::: PROVIDED RECORDS :::

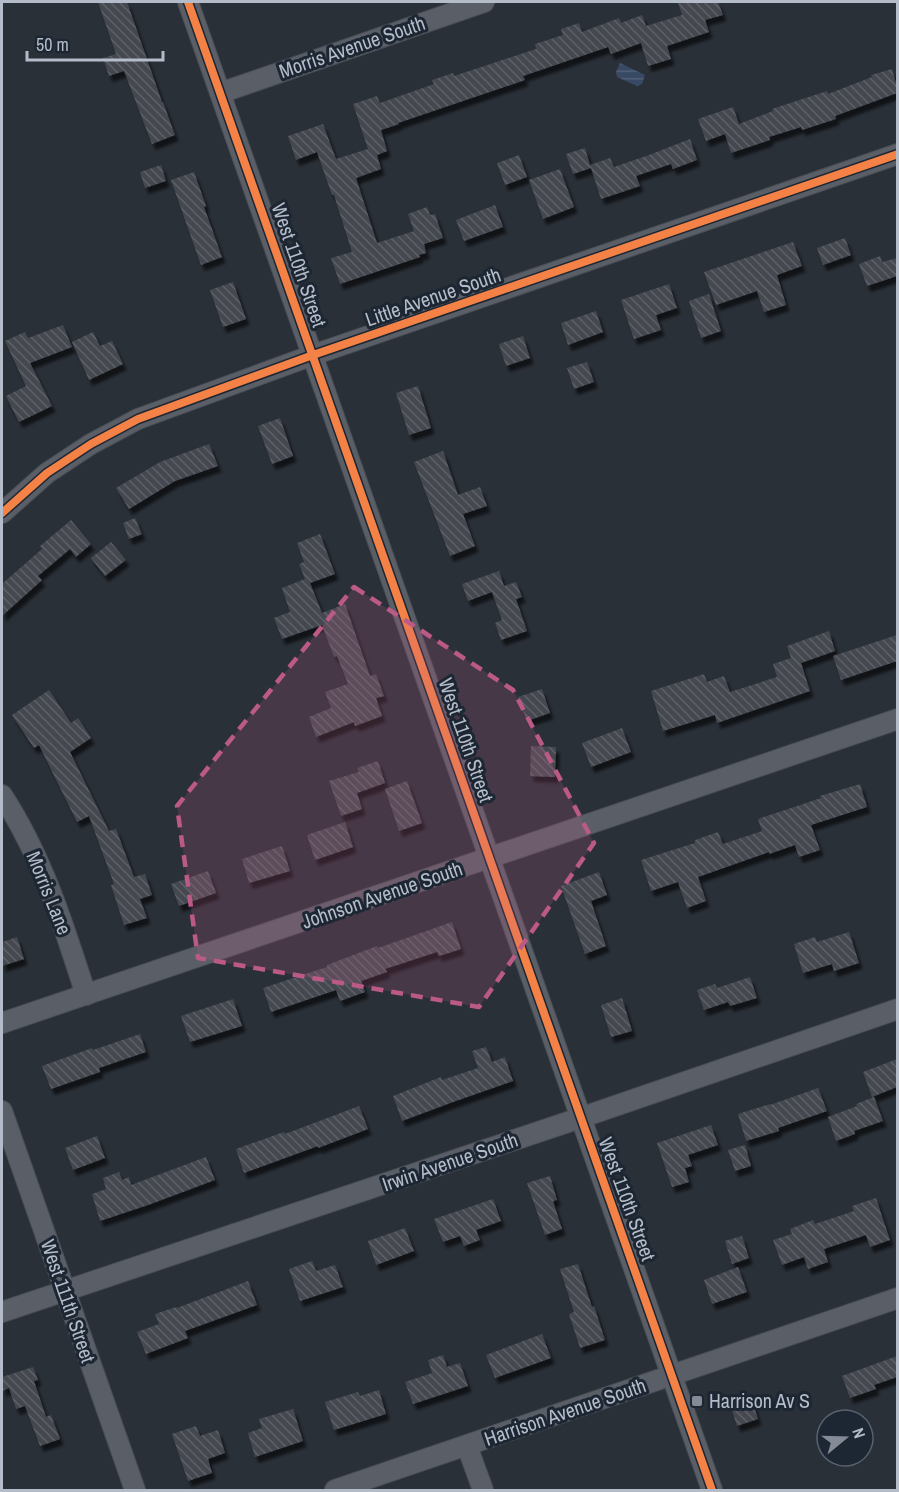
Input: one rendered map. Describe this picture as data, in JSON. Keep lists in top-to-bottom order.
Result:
{
  "streets": {
    "street": [
      "Morris Avenue South",
      "West 110th Street",
      "Little Avenue South",
      "Morris Lane",
      "Johnson Avenue South",
      "Irwin Avenue South",
      "West 111th Street",
      "Harrison Avenue South"
    ]
  },
  "crossings": [
    ["Morris Avenue South", "West 110th Street"],
    ["West 110th Street", "Little Avenue South"],
    ["West 110th Street", "Johnson Avenue South"],
    ["West 110th Street", "Irwin Avenue South"],
    ["West 110th Street", "Harrison Avenue South"],
    ["Morris Lane", "Johnson Avenue South"],
    ["Irwin Avenue South", "West 111th Street"]
  ],
  "places": {
    "transit": ["Harrison Av S"]
  },
  "scale_bar": "50 m",
  "north": "right"
}
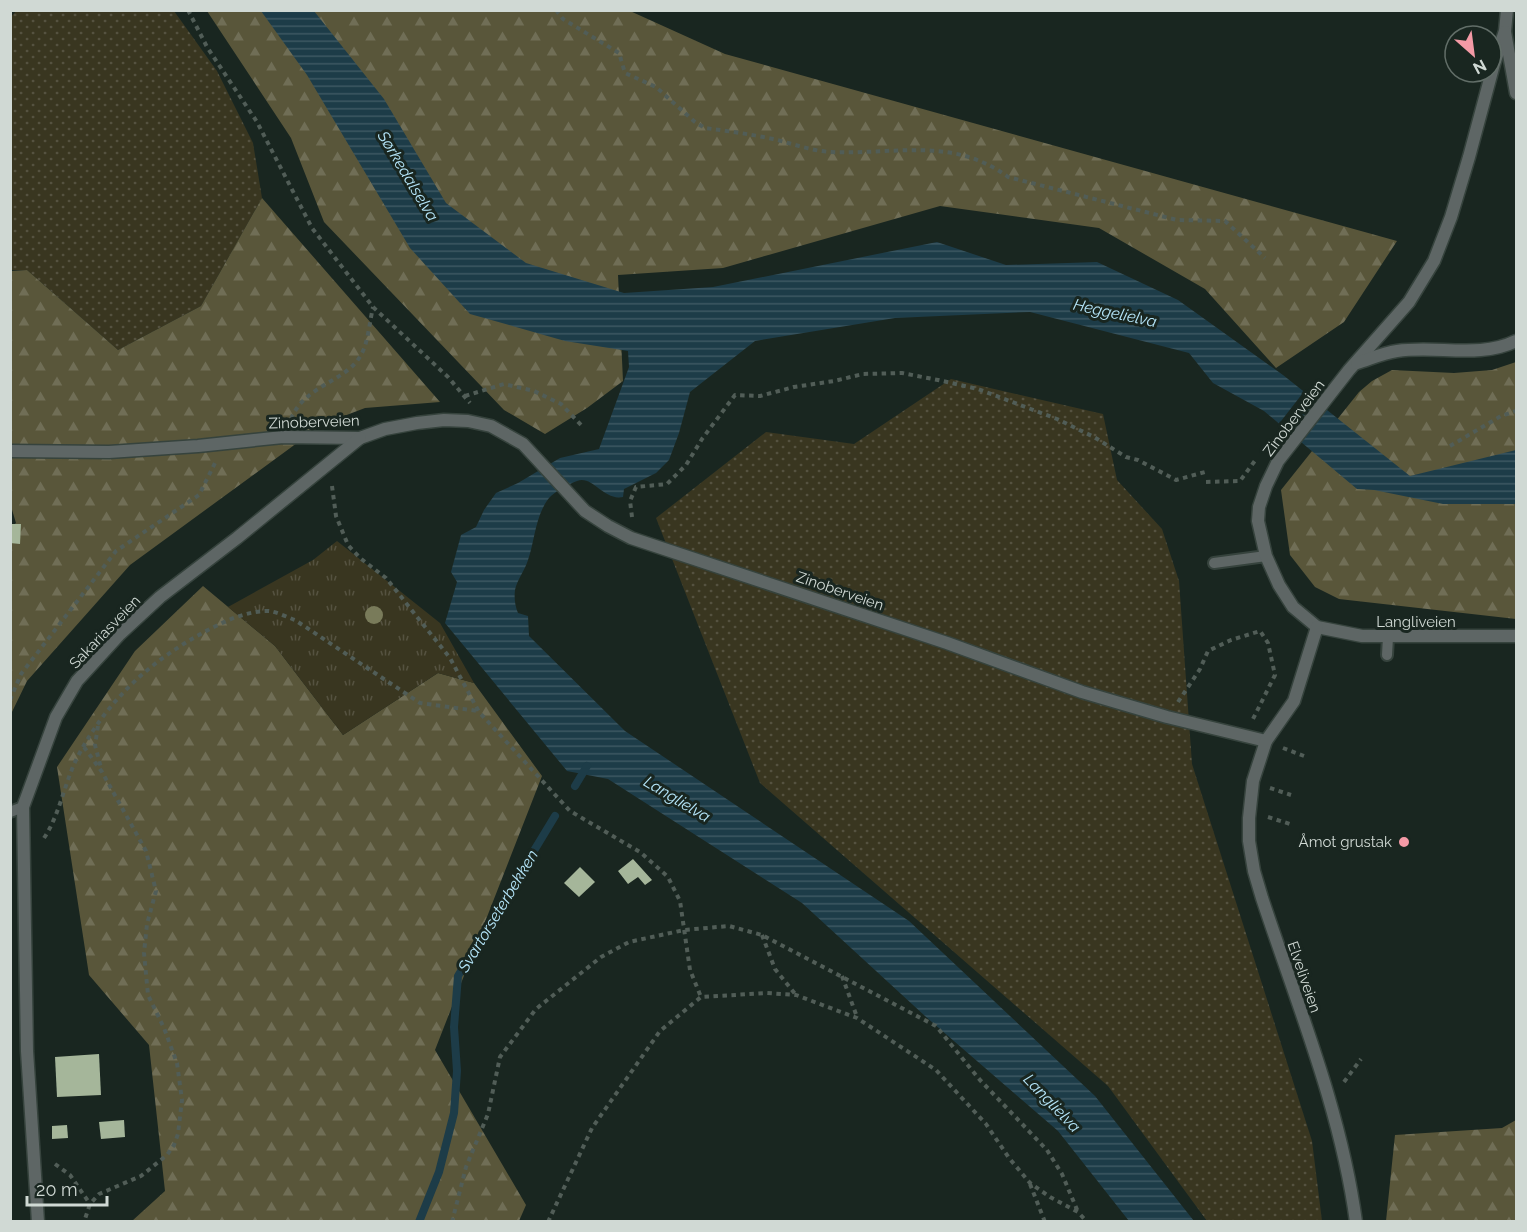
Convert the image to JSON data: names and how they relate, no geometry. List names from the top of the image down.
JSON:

:::

◆ WORK TO COMPLETE ◆
Leave out every picture and copy the rest of the records exactly.

◆ RESULT BELOW ◆
Input: one rendered map. Describe this picture as data, in JSON. Keep lists in top-to-bottom order.
Result:
{
  "streets": {
    "street": [
      "Morris Avenue South",
      "West 110th Street",
      "Little Avenue South",
      "Morris Lane",
      "Johnson Avenue South",
      "Irwin Avenue South",
      "West 111th Street",
      "Harrison Avenue South"
    ]
  },
  "crossings": [
    ["Morris Avenue South", "West 110th Street"],
    ["West 110th Street", "Little Avenue South"],
    ["West 110th Street", "Johnson Avenue South"],
    ["West 110th Street", "Irwin Avenue South"],
    ["West 110th Street", "Harrison Avenue South"],
    ["Morris Lane", "Johnson Avenue South"],
    ["Irwin Avenue South", "West 111th Street"]
  ],
  "places": {
    "transit": ["Harrison Av S"]
  },
  "scale_bar": "50 m",
  "north": "right"
}
Convert the image to JSON data: names and how they relate, no geometry. List names from the top of the image down.
JSON:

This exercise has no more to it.